> **Exercise directions**: A single number is the required answer: the count of lines in the listing below that hold the string "Bounding".

> **Records for processing**:
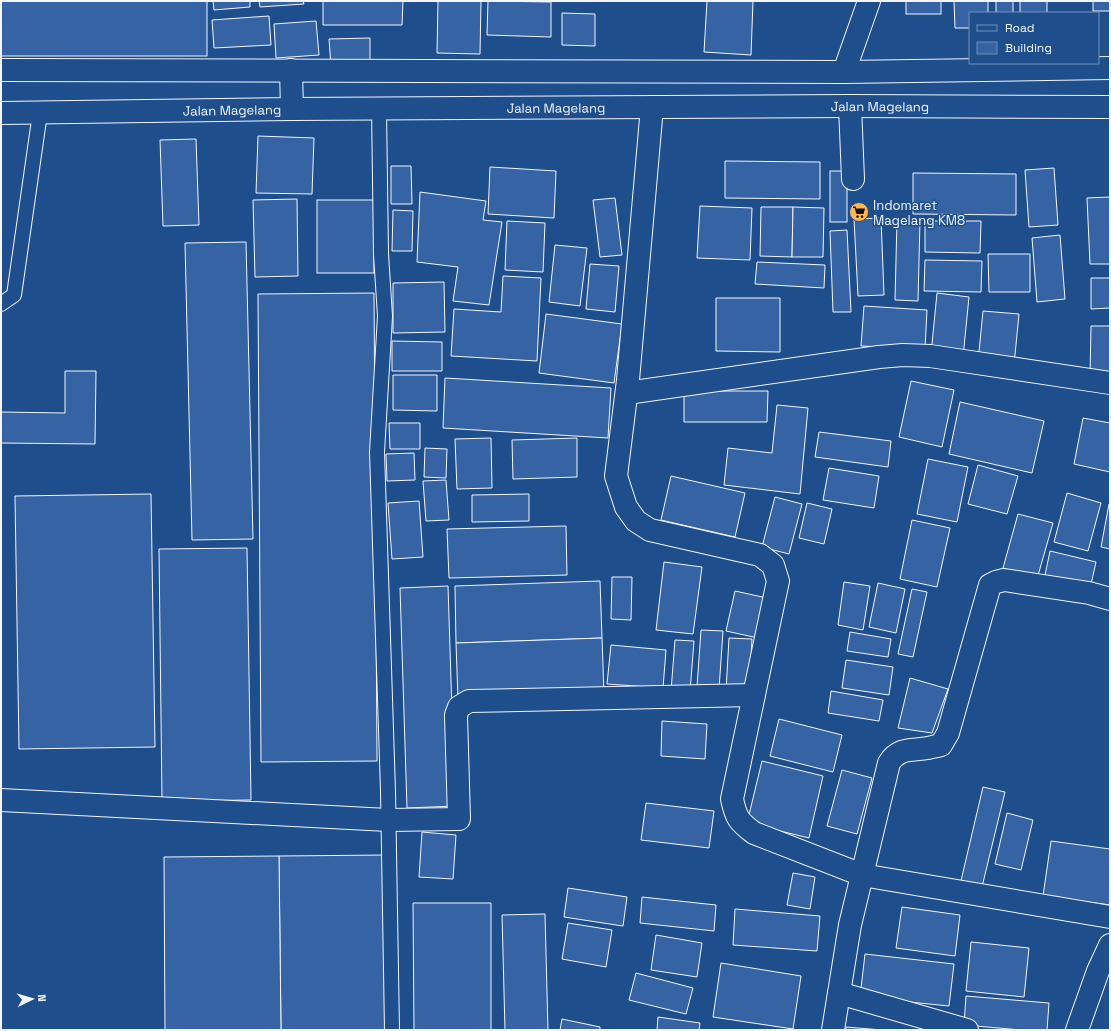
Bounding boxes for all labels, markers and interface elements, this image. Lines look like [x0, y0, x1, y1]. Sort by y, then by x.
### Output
---
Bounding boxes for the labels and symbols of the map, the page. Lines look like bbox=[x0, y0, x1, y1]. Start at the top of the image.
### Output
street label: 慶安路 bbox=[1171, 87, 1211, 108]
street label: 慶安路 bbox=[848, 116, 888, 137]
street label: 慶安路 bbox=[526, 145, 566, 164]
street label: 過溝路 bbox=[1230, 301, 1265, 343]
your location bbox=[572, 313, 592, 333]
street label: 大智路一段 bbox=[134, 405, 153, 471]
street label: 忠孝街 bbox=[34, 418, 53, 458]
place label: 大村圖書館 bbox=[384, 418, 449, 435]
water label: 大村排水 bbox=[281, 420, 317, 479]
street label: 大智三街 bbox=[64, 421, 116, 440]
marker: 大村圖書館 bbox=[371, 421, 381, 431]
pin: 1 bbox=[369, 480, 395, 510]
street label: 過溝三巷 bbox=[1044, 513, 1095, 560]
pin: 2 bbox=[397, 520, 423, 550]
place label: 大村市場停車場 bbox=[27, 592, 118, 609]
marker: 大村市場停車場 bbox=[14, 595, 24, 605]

> **Exercise response**: 2